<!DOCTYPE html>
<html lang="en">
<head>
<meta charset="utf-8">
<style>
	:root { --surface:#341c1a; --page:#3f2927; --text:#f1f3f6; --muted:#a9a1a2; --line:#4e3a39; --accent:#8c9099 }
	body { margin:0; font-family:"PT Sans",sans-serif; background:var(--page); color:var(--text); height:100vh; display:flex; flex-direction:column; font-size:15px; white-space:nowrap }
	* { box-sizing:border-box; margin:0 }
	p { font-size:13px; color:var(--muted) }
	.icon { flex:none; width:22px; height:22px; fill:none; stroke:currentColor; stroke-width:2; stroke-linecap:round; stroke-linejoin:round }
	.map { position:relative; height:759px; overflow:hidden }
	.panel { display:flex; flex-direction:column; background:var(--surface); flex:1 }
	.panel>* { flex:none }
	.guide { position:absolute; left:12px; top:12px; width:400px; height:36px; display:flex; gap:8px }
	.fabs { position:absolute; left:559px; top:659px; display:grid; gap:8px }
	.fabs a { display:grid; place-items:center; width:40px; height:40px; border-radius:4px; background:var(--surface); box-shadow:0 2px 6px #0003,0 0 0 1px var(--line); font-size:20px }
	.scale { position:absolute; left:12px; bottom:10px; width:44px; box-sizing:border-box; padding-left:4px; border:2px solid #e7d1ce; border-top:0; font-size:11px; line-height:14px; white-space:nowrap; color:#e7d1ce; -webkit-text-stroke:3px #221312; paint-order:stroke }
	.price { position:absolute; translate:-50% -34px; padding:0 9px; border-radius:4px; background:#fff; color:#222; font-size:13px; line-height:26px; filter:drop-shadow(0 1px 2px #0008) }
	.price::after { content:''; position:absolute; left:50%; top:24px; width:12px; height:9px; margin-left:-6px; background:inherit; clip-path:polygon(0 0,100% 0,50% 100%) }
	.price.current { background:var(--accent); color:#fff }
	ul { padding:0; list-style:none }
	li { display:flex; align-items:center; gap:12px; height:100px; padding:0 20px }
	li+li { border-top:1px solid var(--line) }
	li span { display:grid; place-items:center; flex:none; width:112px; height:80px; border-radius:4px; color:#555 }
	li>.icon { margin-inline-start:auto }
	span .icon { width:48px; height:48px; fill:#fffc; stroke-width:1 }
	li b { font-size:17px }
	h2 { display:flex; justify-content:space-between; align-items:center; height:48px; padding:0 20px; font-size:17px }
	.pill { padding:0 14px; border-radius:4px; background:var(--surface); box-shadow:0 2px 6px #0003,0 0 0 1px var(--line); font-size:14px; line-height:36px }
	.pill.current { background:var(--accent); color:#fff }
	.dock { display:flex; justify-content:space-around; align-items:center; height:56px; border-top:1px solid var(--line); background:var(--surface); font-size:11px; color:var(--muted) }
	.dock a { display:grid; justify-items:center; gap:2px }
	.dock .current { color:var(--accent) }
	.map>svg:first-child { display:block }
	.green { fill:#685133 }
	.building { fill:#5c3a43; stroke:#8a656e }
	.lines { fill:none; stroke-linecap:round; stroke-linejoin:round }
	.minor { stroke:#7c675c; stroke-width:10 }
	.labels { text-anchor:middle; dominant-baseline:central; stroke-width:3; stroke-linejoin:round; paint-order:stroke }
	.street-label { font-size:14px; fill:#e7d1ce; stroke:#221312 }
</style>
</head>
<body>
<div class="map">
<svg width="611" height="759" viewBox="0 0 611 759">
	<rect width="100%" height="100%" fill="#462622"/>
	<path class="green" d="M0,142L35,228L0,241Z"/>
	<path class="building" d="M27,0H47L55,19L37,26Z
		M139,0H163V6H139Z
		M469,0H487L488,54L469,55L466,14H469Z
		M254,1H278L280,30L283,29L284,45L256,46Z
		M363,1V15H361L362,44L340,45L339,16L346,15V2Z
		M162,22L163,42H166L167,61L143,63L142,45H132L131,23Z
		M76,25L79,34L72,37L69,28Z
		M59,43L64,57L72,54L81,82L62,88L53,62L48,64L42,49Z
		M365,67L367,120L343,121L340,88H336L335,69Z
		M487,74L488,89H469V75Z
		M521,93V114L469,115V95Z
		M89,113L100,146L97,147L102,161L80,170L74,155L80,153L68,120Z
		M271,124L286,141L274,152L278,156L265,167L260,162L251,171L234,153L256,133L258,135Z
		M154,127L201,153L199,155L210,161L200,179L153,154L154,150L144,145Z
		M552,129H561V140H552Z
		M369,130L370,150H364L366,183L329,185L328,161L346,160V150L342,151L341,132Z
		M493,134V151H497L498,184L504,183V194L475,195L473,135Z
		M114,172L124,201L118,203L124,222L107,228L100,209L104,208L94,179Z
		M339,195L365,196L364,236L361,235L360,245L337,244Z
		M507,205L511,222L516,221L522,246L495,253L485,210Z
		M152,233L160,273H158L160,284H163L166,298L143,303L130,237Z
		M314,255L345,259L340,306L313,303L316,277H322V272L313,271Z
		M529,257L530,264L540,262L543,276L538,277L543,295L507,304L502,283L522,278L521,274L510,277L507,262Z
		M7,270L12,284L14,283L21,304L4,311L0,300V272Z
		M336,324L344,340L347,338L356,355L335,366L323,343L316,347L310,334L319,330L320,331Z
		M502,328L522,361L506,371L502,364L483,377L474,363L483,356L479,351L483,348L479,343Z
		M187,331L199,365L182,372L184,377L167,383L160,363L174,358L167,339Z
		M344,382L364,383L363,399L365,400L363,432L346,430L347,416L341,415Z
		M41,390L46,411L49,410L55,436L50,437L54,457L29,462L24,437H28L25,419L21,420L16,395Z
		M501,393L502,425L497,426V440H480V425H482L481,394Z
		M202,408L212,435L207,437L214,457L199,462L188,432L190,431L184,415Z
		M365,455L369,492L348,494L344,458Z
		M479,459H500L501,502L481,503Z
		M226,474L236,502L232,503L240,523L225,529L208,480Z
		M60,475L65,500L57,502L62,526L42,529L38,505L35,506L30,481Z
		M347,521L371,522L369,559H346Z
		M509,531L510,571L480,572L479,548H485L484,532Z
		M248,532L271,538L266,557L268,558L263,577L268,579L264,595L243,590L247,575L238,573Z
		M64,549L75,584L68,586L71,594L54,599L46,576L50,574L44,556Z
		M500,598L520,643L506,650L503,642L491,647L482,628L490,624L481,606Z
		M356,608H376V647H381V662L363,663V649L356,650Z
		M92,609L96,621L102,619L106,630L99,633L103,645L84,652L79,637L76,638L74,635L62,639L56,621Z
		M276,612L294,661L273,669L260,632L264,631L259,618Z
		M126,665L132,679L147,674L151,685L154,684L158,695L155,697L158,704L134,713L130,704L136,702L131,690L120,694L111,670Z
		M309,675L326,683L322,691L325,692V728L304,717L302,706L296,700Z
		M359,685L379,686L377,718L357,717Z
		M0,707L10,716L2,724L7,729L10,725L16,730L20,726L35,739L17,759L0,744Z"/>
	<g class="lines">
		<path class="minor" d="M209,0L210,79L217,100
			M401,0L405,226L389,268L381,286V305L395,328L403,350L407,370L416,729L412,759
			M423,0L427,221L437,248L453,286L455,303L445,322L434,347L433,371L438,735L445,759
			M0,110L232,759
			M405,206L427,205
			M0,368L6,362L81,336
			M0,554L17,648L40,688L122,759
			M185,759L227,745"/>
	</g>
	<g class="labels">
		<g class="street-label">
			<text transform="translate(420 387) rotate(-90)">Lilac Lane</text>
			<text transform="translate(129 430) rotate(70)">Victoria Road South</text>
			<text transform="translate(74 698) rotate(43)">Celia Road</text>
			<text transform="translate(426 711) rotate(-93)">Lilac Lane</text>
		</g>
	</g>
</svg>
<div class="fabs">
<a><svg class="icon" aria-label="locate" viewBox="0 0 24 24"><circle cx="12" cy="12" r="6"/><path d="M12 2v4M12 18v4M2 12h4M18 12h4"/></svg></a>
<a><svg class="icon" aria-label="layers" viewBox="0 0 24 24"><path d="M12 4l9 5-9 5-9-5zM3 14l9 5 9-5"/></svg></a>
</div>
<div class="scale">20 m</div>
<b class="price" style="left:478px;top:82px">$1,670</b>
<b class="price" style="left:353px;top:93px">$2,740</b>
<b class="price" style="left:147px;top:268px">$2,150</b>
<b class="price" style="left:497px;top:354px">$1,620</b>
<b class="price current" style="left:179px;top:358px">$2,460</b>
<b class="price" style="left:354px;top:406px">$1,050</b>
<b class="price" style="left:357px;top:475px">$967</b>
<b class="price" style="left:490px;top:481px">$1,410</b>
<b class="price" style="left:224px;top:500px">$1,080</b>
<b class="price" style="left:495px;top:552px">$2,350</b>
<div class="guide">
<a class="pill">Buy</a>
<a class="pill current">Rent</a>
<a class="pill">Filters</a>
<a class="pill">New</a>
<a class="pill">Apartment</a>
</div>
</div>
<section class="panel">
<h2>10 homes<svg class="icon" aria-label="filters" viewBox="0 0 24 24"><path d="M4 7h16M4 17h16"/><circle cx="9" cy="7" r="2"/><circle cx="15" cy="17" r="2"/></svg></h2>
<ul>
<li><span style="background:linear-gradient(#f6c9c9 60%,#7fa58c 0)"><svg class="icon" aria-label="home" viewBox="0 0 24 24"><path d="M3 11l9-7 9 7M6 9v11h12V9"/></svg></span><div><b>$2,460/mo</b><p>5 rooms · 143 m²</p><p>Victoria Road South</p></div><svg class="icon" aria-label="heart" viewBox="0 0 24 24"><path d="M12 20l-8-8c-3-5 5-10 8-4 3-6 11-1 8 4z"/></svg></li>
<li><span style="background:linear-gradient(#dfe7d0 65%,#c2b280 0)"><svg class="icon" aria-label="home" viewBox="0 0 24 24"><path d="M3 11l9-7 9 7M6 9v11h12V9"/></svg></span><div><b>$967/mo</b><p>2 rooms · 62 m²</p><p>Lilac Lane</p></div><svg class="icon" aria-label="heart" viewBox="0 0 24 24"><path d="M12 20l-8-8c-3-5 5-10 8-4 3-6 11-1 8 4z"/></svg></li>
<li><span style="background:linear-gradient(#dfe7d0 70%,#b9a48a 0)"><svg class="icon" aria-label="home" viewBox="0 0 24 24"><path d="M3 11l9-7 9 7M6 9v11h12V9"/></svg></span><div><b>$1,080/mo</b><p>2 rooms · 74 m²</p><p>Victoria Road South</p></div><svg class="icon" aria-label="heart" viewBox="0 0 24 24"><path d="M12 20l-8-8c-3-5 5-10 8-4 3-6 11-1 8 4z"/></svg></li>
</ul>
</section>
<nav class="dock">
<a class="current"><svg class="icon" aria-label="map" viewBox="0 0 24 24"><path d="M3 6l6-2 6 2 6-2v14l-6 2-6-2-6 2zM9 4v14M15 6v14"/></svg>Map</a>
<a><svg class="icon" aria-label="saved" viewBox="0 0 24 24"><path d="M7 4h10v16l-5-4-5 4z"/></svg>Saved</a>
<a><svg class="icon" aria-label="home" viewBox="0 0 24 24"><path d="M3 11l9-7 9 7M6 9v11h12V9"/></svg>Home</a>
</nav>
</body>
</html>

━━━━━━━━━━━━━━━━

**YOUR ASSIGNMENT:** Begin with the line above that has "fill:none; stroke-linecap:round; stroke-linejoin:round" and continue through the line that has "text-anchor:middle; dominant-baseline:central; stroke-width:3;", setting each one down exactly. Stop there.

**REPLY TO THE TASK:**
	.lines { fill:none; stroke-linecap:round; stroke-linejoin:round }
	.minor { stroke:#7c675c; stroke-width:10 }
	.labels { text-anchor:middle; dominant-baseline:central; stroke-width:3; stroke-linejoin:round; paint-order:stroke }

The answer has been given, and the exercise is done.